*WHAT THE TASK ASKS:* In the listing that follows, count every line holding the word "names" and give only the count.

*SUPPLIED DATA:*
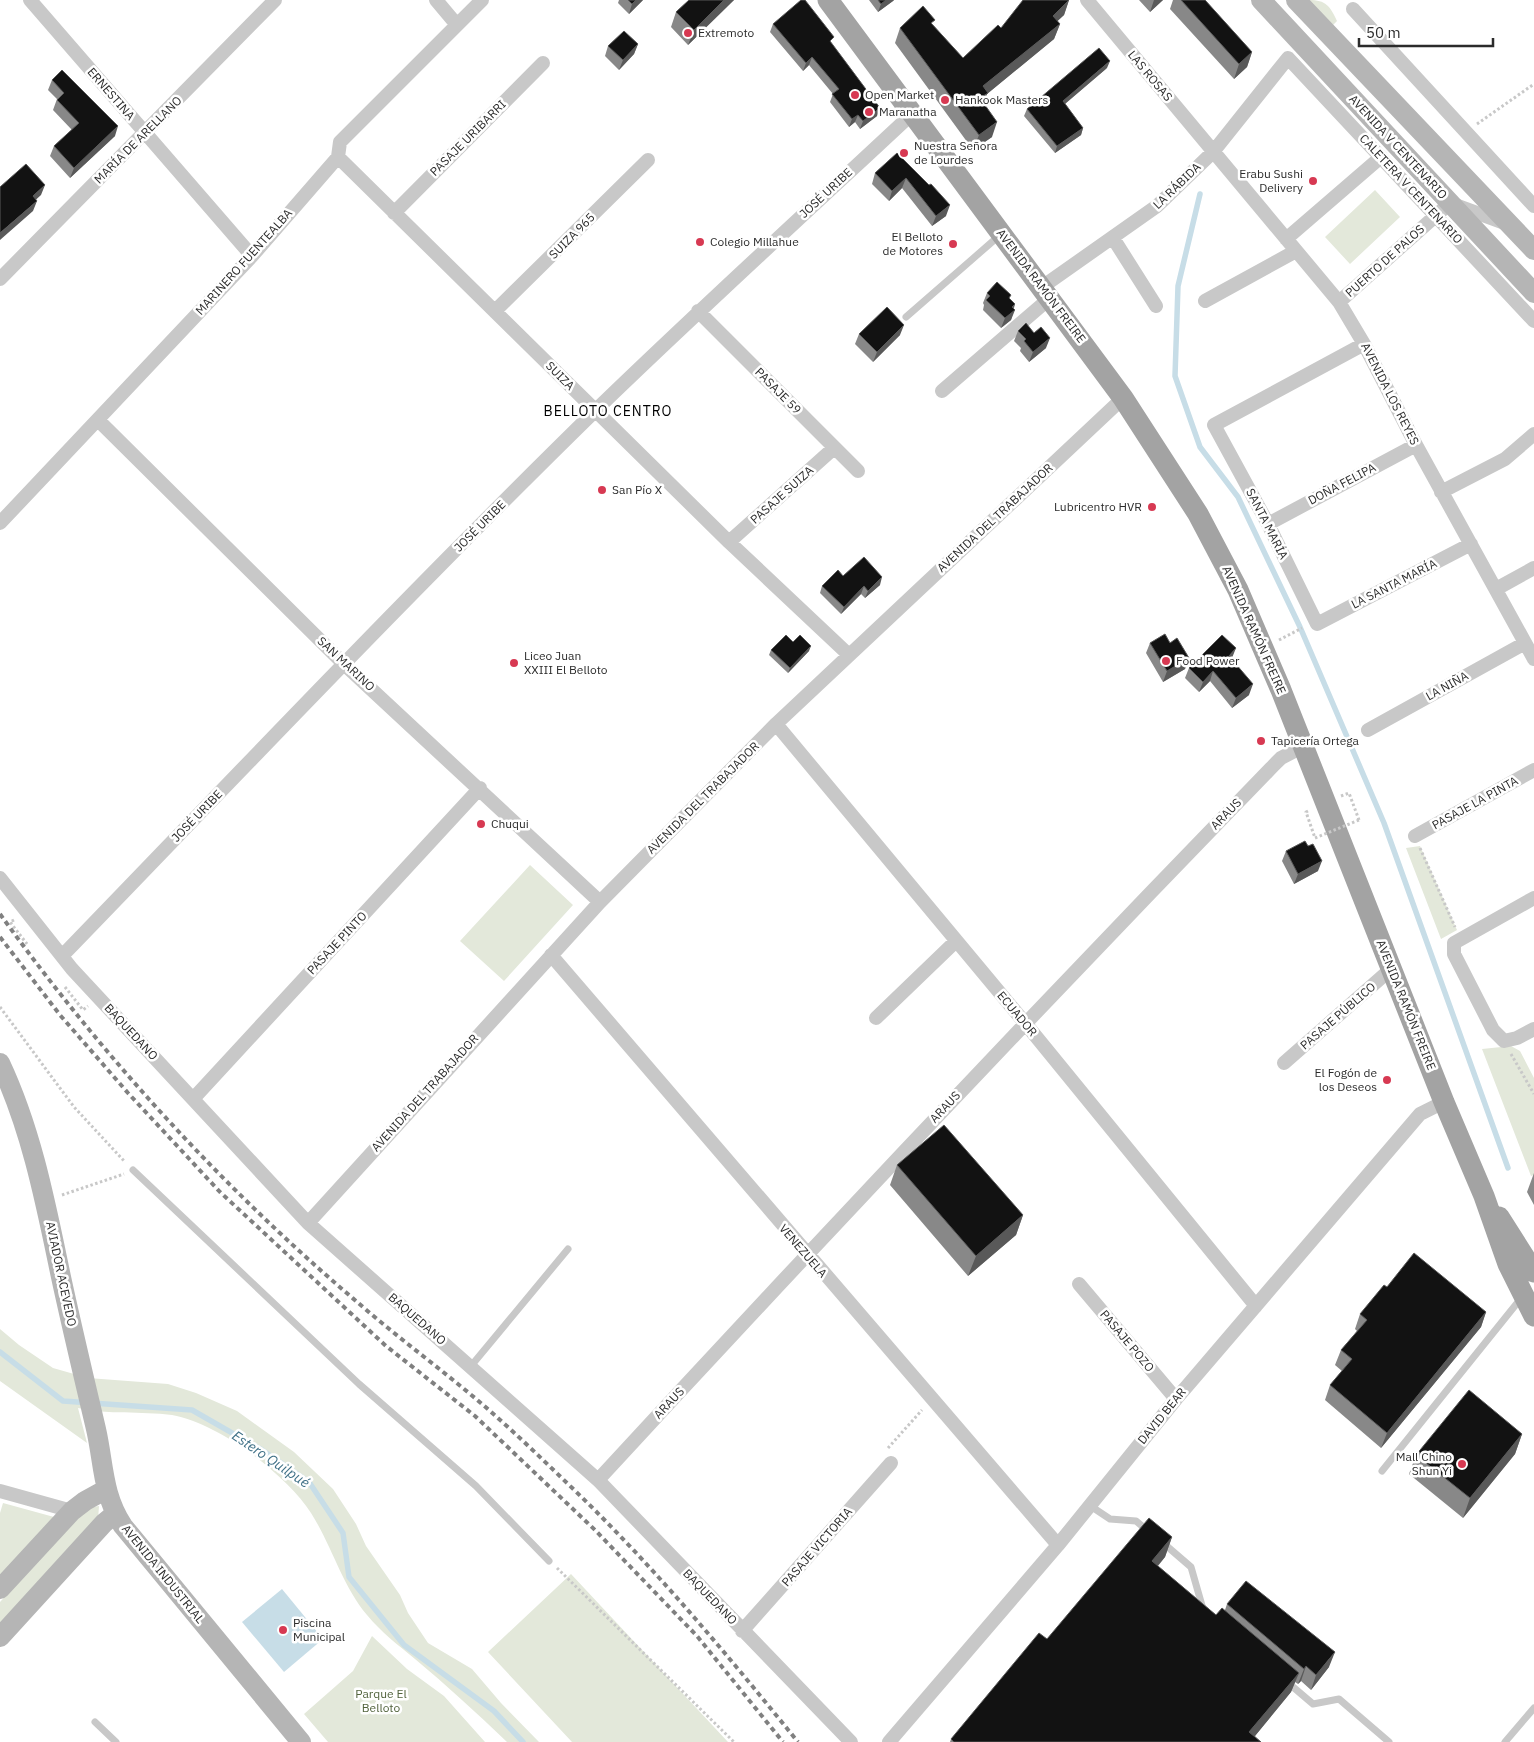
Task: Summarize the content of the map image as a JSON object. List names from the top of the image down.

==

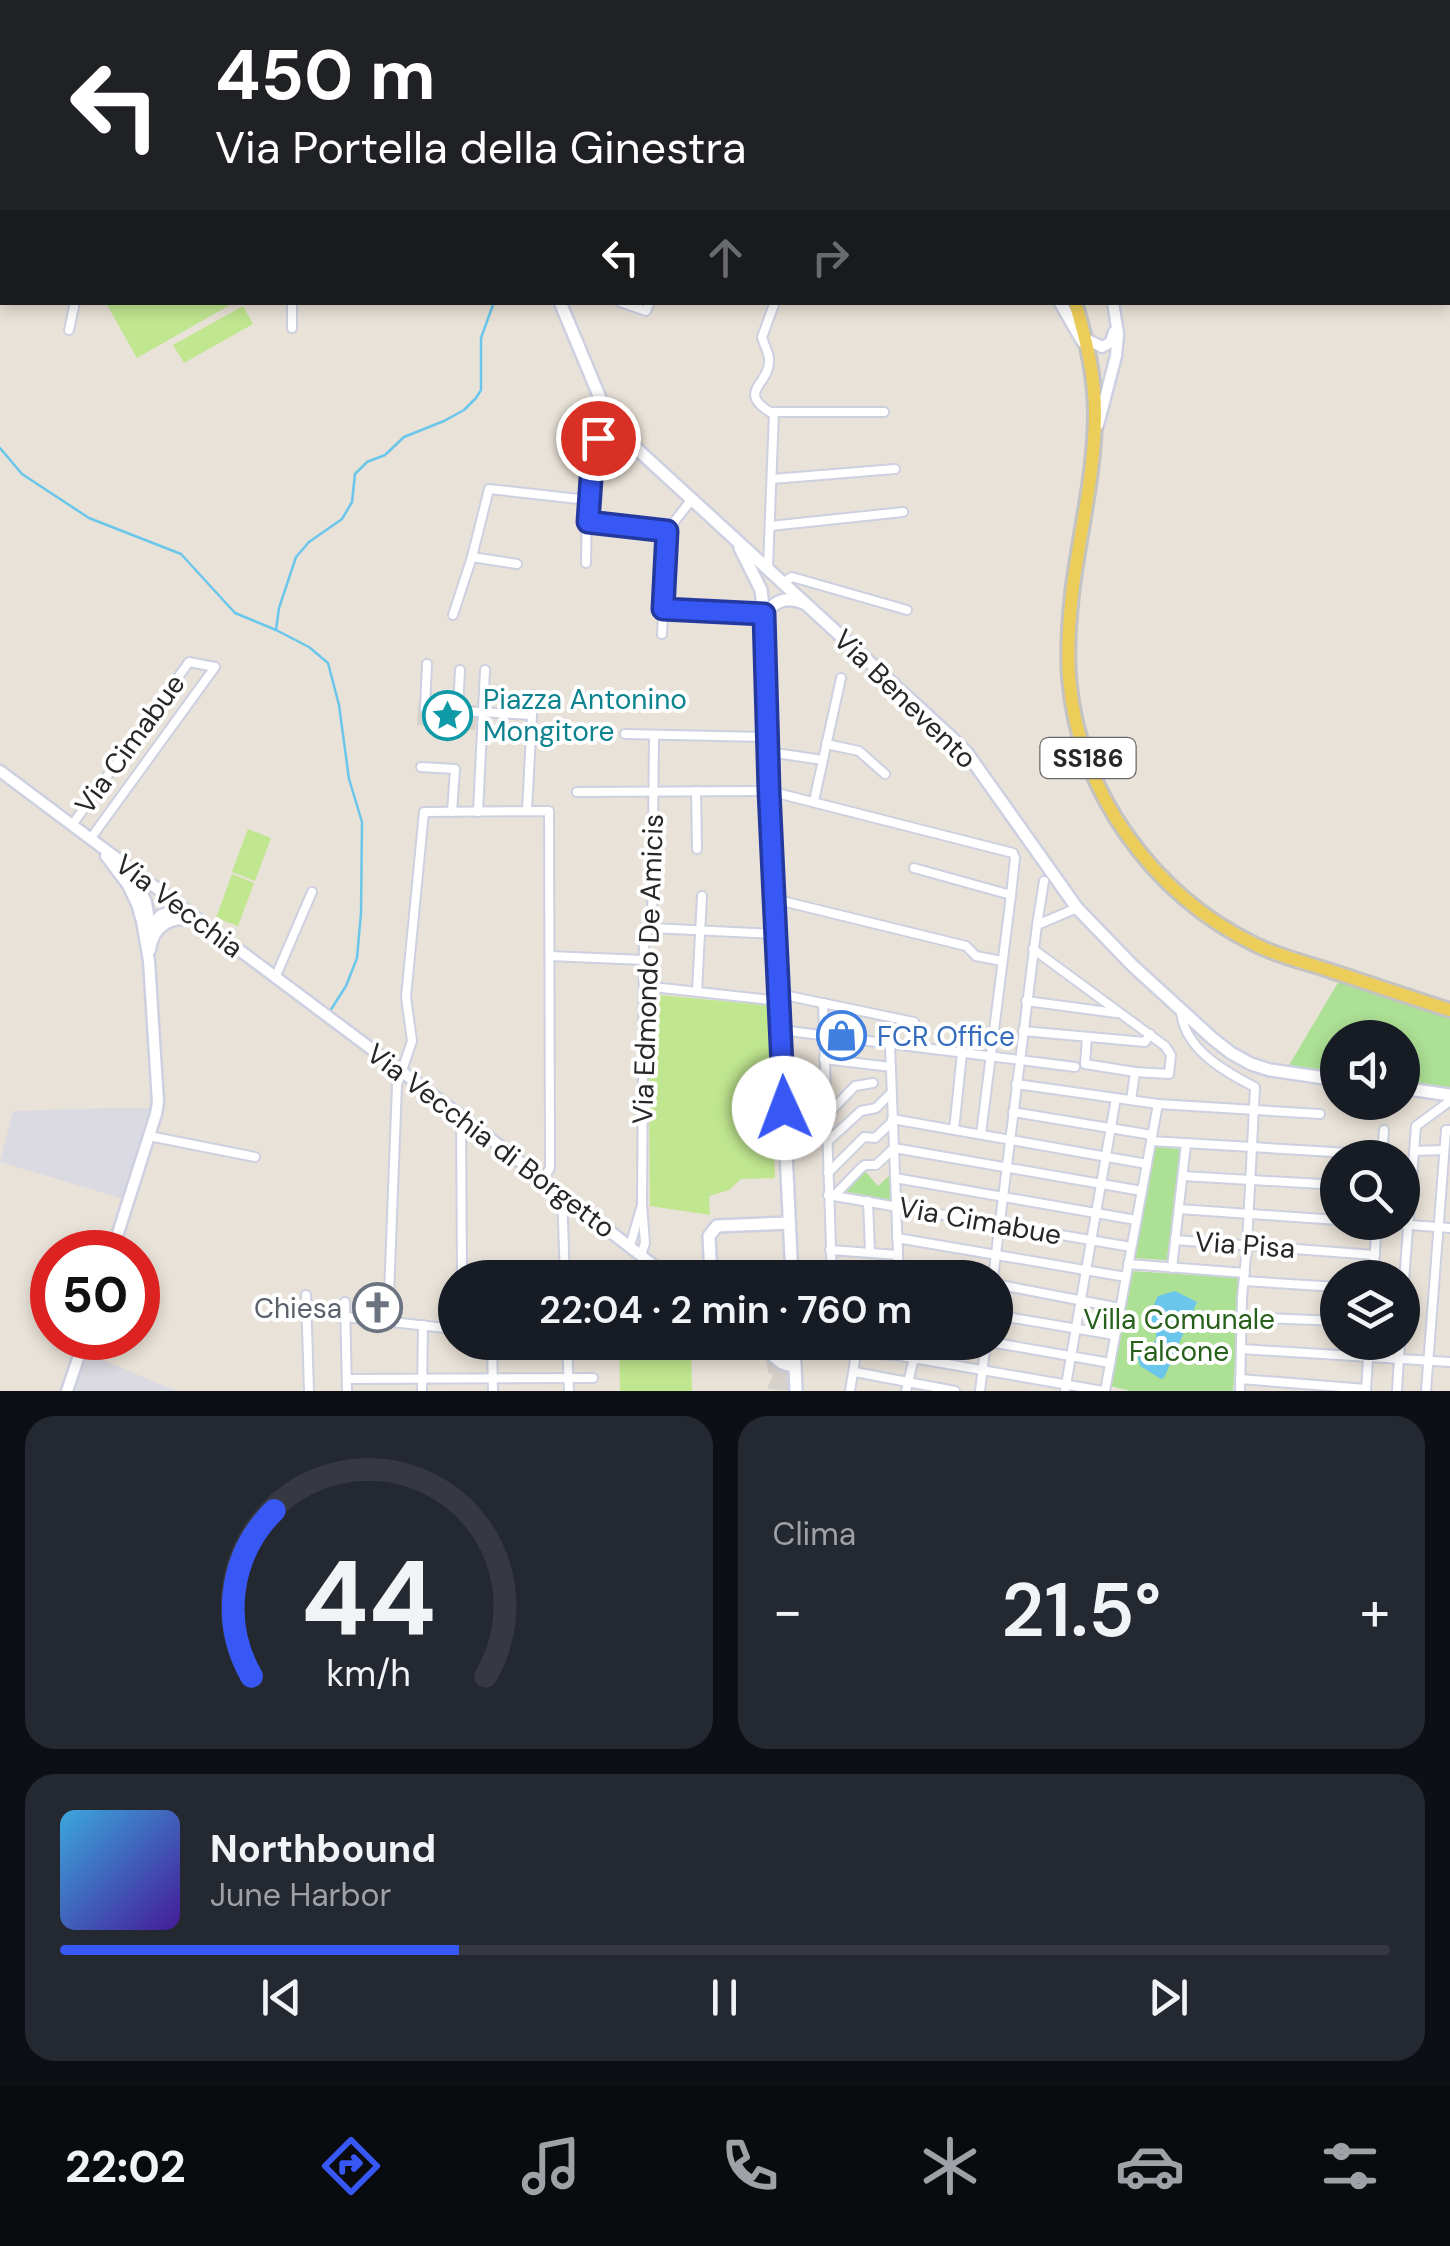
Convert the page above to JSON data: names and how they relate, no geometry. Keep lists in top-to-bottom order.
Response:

*SOLUTION FOR THIS EXERCISE:* 2